Power your Feature Store using Automated Feature Engineering
- Technical Posts
The notion that “data is the new oil” has existed for a while. The analogy, however, is more appropriate than people often consider. Crude oil serves few concrete purposes in its raw state. It must be refined and processed before gasoline, for example, can power our vehicles. In the same fashion, raw data has little value to an organization. Like crude oil, we must refine, cleanse, transform, and often combine it with other data elements to elicit business insights and value. In the case of machine learning, the “gasoline” is what is known as “features.” Easy access to diverse and high-performance features is critical for successful machine learning projects.
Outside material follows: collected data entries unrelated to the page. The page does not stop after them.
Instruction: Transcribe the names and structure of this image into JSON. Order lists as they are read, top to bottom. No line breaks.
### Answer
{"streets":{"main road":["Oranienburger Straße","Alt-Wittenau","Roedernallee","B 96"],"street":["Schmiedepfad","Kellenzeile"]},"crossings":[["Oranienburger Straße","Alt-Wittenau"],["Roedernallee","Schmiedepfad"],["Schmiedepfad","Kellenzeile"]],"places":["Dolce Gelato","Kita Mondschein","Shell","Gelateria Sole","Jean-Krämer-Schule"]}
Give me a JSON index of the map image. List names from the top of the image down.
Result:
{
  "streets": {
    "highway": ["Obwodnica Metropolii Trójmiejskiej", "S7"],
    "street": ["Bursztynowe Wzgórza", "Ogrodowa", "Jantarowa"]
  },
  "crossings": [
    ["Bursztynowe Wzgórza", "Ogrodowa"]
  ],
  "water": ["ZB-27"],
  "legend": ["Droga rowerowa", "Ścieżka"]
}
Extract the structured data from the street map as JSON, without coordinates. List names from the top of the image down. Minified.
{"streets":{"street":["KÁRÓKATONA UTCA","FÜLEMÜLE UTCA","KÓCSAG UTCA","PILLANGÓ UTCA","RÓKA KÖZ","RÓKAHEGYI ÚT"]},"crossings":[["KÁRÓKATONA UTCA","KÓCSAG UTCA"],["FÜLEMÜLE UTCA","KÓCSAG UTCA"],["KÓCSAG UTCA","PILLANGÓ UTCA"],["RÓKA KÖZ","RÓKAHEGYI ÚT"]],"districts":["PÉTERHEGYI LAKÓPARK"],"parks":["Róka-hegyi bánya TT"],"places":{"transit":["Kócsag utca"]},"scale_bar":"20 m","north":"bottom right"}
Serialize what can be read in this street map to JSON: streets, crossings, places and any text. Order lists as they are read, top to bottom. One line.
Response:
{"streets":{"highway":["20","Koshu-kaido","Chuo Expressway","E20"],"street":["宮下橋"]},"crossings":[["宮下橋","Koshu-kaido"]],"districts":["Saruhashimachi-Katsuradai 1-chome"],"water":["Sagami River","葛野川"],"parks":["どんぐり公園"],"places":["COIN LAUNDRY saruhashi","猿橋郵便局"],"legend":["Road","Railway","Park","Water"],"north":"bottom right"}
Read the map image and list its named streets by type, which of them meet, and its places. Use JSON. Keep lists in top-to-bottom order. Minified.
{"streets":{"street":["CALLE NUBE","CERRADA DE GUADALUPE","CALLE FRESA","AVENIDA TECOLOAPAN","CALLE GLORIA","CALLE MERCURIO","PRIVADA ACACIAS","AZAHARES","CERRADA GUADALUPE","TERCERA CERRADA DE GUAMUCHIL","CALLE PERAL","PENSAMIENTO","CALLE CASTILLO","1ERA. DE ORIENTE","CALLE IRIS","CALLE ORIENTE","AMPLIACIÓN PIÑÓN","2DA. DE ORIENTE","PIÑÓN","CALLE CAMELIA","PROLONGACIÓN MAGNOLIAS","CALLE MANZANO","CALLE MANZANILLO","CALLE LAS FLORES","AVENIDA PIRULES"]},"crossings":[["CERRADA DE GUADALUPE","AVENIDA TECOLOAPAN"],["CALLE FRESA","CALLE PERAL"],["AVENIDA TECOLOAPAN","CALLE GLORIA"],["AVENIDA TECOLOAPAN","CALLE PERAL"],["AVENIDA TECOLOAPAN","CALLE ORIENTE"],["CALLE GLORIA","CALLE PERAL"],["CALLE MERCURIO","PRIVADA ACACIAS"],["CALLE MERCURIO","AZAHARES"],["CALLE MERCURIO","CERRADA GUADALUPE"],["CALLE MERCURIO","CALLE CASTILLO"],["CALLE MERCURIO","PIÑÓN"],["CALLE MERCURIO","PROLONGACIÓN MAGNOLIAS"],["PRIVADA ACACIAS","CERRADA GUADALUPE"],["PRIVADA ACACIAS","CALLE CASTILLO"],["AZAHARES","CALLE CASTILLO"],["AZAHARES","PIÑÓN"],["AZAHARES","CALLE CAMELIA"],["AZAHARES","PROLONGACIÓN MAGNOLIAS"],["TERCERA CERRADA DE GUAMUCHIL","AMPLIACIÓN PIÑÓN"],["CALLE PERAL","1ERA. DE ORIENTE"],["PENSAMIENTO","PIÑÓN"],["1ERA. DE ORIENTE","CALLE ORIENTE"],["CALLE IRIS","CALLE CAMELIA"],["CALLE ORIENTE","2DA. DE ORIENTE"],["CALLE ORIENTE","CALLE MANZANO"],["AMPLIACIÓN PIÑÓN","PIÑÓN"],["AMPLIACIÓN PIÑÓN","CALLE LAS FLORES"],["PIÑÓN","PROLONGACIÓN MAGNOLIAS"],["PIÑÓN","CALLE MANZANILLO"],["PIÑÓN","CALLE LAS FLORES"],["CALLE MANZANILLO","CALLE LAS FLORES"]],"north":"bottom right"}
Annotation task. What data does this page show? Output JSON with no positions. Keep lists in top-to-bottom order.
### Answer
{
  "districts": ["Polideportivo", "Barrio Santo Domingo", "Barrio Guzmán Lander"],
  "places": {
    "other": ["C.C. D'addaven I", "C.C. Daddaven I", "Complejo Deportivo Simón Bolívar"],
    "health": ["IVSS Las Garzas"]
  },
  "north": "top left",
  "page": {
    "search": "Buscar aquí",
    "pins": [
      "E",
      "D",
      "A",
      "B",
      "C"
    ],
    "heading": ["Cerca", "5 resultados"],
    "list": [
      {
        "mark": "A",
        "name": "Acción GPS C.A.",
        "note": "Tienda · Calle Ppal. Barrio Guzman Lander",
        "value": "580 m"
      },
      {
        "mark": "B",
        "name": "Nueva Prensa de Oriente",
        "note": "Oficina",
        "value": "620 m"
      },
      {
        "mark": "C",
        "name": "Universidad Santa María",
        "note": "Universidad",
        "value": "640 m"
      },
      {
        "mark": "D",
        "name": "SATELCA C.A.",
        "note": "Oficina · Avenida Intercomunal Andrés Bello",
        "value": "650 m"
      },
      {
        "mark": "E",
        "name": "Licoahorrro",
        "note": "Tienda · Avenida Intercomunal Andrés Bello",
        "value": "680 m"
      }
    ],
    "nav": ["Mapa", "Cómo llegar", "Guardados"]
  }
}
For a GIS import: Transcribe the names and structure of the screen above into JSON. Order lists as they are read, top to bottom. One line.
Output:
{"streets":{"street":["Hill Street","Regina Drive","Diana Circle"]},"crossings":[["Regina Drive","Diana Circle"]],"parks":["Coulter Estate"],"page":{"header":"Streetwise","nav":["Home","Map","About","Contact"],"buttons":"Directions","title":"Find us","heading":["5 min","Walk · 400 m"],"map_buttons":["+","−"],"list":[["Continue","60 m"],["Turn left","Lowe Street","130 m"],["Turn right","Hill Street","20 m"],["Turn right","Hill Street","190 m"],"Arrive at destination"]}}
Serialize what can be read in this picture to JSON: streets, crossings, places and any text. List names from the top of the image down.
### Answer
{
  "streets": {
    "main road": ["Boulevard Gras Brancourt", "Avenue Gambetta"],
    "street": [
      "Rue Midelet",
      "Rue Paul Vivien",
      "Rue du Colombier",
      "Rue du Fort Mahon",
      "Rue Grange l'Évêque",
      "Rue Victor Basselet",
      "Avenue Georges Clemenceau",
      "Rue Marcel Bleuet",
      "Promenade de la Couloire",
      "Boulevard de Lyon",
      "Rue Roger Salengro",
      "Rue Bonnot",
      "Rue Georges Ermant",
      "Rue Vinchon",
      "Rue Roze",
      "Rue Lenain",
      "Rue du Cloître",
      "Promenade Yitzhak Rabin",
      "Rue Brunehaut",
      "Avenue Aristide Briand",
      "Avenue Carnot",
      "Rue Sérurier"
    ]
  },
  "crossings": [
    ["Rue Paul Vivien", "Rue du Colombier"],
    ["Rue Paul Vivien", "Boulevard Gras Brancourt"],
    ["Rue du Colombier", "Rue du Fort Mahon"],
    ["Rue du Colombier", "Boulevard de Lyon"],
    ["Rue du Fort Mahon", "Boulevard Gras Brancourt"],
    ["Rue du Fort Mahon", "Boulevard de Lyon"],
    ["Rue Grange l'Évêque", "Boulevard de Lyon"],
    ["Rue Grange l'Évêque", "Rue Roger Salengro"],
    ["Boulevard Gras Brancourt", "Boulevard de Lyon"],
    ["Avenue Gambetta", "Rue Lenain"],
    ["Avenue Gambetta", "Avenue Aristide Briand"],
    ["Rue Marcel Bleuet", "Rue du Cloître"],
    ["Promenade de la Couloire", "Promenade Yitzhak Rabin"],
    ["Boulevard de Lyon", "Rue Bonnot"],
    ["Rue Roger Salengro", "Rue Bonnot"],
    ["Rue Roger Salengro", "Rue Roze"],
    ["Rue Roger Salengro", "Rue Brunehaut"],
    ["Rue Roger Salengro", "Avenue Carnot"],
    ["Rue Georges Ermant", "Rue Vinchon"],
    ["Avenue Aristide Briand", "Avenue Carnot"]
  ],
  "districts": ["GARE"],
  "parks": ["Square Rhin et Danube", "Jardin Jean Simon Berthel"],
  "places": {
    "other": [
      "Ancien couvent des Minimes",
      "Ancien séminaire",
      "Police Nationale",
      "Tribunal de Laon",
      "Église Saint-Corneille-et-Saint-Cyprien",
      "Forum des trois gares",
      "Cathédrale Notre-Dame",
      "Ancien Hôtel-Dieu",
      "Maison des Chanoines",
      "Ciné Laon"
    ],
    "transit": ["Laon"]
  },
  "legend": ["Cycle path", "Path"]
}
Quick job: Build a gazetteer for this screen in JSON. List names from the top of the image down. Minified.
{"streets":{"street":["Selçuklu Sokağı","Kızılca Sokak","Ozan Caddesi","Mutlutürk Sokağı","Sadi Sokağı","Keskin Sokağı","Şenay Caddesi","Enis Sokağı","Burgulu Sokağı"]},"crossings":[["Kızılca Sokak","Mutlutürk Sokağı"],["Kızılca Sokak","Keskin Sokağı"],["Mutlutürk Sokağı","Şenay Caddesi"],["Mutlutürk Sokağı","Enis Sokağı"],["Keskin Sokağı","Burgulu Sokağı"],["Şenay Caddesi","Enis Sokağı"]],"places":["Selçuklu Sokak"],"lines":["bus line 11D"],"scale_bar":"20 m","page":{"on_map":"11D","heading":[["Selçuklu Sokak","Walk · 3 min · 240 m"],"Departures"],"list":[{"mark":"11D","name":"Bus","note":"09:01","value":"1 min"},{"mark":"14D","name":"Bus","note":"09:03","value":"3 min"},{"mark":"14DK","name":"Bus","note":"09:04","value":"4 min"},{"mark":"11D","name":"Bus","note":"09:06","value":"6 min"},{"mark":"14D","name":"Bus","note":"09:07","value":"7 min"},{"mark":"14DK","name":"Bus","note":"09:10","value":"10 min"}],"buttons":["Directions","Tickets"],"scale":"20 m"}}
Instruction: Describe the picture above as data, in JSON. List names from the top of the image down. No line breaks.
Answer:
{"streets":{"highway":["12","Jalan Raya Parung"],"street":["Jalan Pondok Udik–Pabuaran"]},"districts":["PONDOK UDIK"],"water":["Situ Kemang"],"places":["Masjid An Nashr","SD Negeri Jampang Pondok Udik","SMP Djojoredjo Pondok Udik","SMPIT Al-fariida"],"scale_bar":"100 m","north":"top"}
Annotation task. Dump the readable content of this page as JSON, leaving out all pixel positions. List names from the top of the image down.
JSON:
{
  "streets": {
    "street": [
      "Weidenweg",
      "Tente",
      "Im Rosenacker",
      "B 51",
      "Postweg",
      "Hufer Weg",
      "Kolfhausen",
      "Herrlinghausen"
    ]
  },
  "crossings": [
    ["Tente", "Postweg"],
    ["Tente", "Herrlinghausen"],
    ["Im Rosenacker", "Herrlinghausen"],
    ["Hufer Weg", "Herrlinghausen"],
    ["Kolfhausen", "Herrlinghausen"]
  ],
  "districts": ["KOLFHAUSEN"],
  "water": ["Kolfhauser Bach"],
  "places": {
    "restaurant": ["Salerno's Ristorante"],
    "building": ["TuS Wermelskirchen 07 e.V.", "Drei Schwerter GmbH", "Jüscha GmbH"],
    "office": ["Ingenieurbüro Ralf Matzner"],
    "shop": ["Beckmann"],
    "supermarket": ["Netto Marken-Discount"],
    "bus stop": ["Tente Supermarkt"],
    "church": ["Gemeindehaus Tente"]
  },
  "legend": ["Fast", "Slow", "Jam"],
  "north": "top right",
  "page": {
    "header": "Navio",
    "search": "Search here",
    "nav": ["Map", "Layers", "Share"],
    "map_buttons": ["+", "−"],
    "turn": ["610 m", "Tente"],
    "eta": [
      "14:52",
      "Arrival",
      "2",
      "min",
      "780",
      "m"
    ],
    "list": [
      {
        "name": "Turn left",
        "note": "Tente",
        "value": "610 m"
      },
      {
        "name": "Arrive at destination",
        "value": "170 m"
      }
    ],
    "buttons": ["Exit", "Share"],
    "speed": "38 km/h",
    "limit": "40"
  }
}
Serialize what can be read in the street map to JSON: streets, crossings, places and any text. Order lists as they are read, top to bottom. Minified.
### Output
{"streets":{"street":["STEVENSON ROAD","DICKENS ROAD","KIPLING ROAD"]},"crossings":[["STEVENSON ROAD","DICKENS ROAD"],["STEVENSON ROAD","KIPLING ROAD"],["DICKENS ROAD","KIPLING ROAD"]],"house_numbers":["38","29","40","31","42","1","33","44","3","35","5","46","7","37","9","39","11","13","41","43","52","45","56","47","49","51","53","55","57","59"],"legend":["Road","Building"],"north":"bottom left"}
While feature engineering has been around as long as data scientists have built machine learning models, feature stores are a relatively new concept.
A Feature store is a machine learning-specific system used to centralize storage, processing, and access of frequently used features. Feature stores intend to solve critical problems related to feature development and usage, e.g., feature reusability and skewness between development and production. However, many enterprises using feature stores face an uncomfortable reality – their feature stores are often empty. The challenge is where do we obtain features in the first place to serve in a feature store?
The process of extracting, transforming, and selecting features from raw data is known as feature engineering. Traditionally this process relies heavily on data scientists to manually prepare data, experiment with different hypotheses for feature definitions, and work with domain experts to iterate this process.
There are a few specific issues that make the process challenging. First, for a data scientist to start generating features from different data sources, one must understand the data at a column level, which is often not easy with enterprise data. Second, the business logic underlying each feature hypothesis needs to be solicited, with help from people with domain knowledge.
The constraints of building features often limit the scope only to well-known patterns, excluding unknown unknowns. Even with a clear logic on familiar data columns, the different combinations of parameters can lead to a sizeable feature space that is too difficult to explore manually. Finally, selecting features among all hypotheses for a target variable with a chosen algorithm type is complex.
A typical machine learning model requires tens to hundreds of features, so building such a volume of features for any given machine learning project could take weeks or even months to complete. The complexity and time-consuming nature of feature engineering are why it is unsurprising that data scientists can spend up to 80% of their time preparing data and generating features. This traditional feature engineering process needs refinement for an enterprise to scale its machine learning practice, and automated feature engineering is the key.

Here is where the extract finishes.